Still Too Tired to Blog

Friday, March 14th, 2003

My annual geekfest, during which I upgrade a software package which I support, is now thankfully over except for the upgrade announcements. I’m still exhausted, though, so I have only one timely, warblogger link: Disarmament Clinic, from rec.humor.funny. That’s exactly how the whole Iraq thing sounds to me. I wonder if even the French believe otherwise.

Book Meme

Wednesday, March 12th, 2003

1. What book is in your bathroom?

I’m actually a carry-in bathroom reader. Whatever I’m reading at the time accompanies me, generally into the tub.

2. What book is in your purse/backpack?

I carry magazines in my backpack - Analog, Scientific American, and Commentary.

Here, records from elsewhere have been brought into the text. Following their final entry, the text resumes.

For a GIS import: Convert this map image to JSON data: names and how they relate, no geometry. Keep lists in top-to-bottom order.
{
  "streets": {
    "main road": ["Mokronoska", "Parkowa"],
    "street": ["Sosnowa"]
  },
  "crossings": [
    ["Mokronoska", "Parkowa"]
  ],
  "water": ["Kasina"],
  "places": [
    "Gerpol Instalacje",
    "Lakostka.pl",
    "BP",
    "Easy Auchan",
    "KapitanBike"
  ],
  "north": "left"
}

3. What book is on your bedside table?

Lost Civilizations of the Stone Age, by Richard Rudgley. Eventually I will finish it and return it to Veronica.

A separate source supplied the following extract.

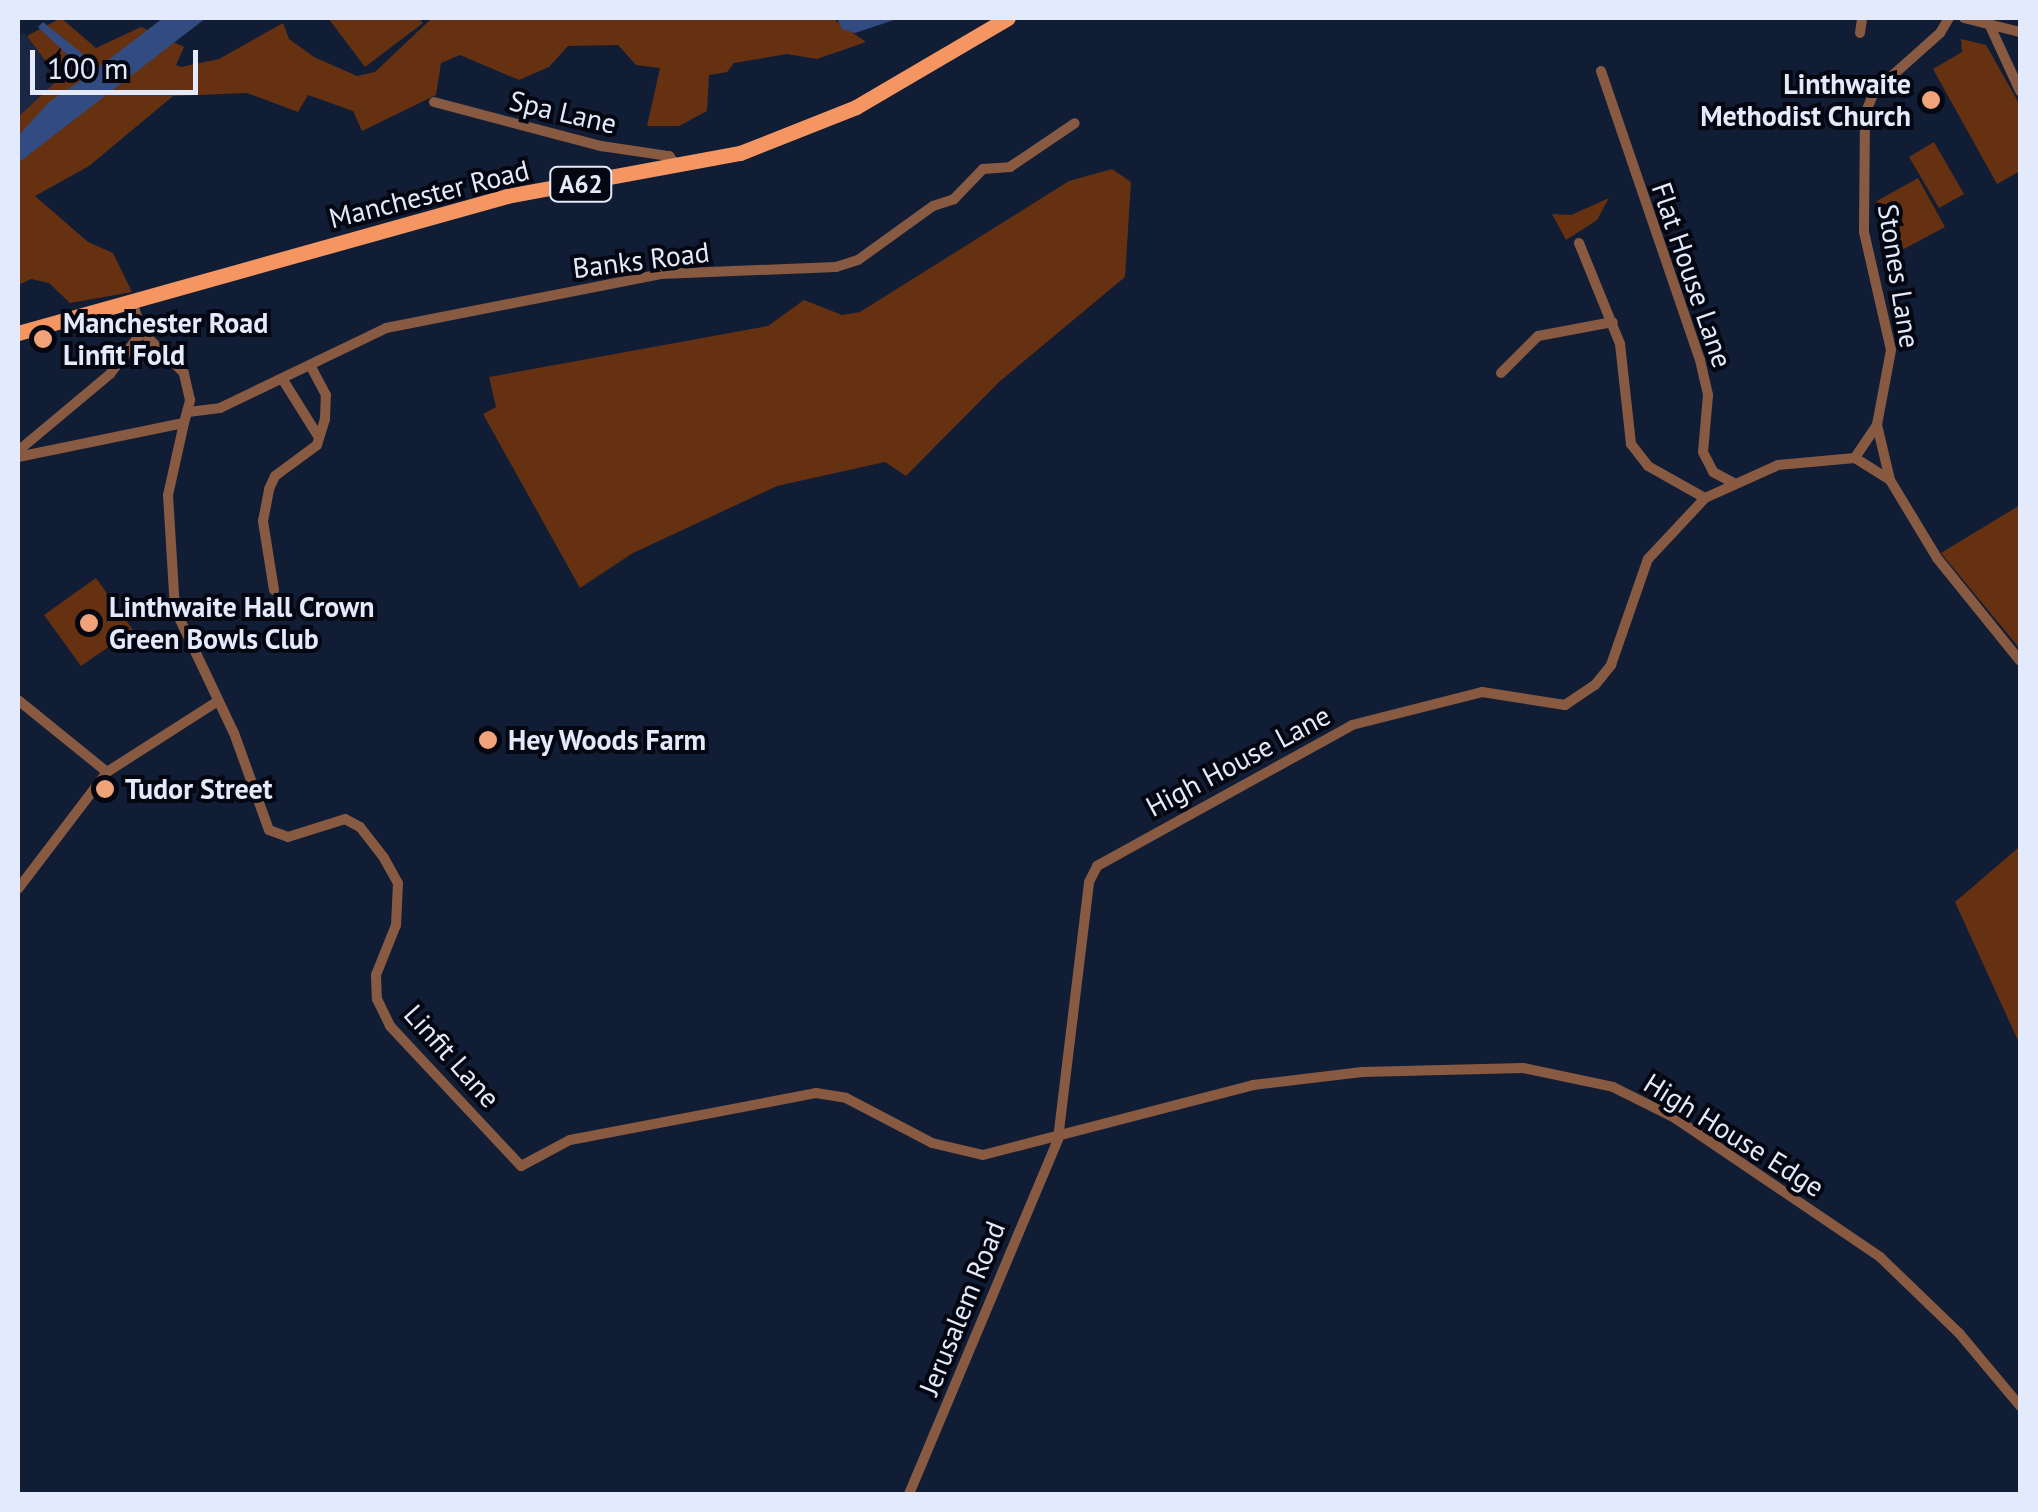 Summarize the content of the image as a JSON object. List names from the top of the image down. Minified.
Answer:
{"streets":{"main road":["A62","Manchester Road"],"street":["Spa Lane","Banks Road","Flat House Lane","Stones Lane","High House Lane","Linfit Lane","High House Edge","Jerusalem Road"]},"crossings":[["Spa Lane","Manchester Road"],["Banks Road","Linfit Lane"],["Flat House Lane","High House Lane"],["High House Lane","Linfit Lane"],["High House Lane","High House Edge"],["High House Lane","Jerusalem Road"],["Linfit Lane","High House Edge"],["Linfit Lane","Jerusalem Road"],["High House Edge","Jerusalem Road"]],"places":["Linthwaite Methodist Church","Manchester Road Linfit Fold","Linthwaite Hall Crown Green Bowls Club","Hey Woods Farm","Tudor Street"],"scale_bar":"100 m"}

4. What was the last book you lent someone?

I’ve already lent out Bellwether by Connie Willis.

5. What was the last book you lent out that someone brought back to you?

People tend to return Catherine Asaro, though I wish they wouldn’t.

6. What book do you have loaner copies of, solely for the purpose of foisting it on unsuspecting friends and relatives?

None, but I do buy LMB to give away, especially to my lovely sister Veronica.

Can’t Go Wrong with Khan

Wednesday, March 12th, 2003

Filk of the day: “Temper[ature] of Revenge” by Tom Smith [after] Julia Ecklar is the ultimate Khan filk. Tune in to filk radio to hear such timeless lines as:

So find me a ship, Reliant will do,
Find me an anchovy covered in goo,
It will go in the ear of a young Russian jerk,
Who will send out a signal to James T. Kirk.

I’d been thinking of doing a Ceti Alpha V story long before “Not All At Once” led me to “Weeds” and got me thinking just how different my Khan would be from Rabble Rouser’s evil wolf out of Trek history. Khan is the Borg Queen of TOS - the villain who steals the show and comes back for encore face-offs with his nemesis Starfleet captain.

It’s one of the many ways in which VOY is closest to TOS in spirit. Captain Sisko had obscure, or at least muddy, antagonists, like Sloan, Kai Winn, and the Prophets themselves. Picard had Q, of all things. Q is cool and even has his own LiveJournal, but universe-destroying yet strangely attractive evil he’s not. He’s more of a milk-run nemesis. ENT, of course, is satisfied with picking on its own warped view of Vulcans, with a side of Suliban for muddy, mystery enemies. At least with TOS and VOY, you know who the bad guys are, that they want your lungs/ship/planet, and that they’re genuinely, enthusiastically bad.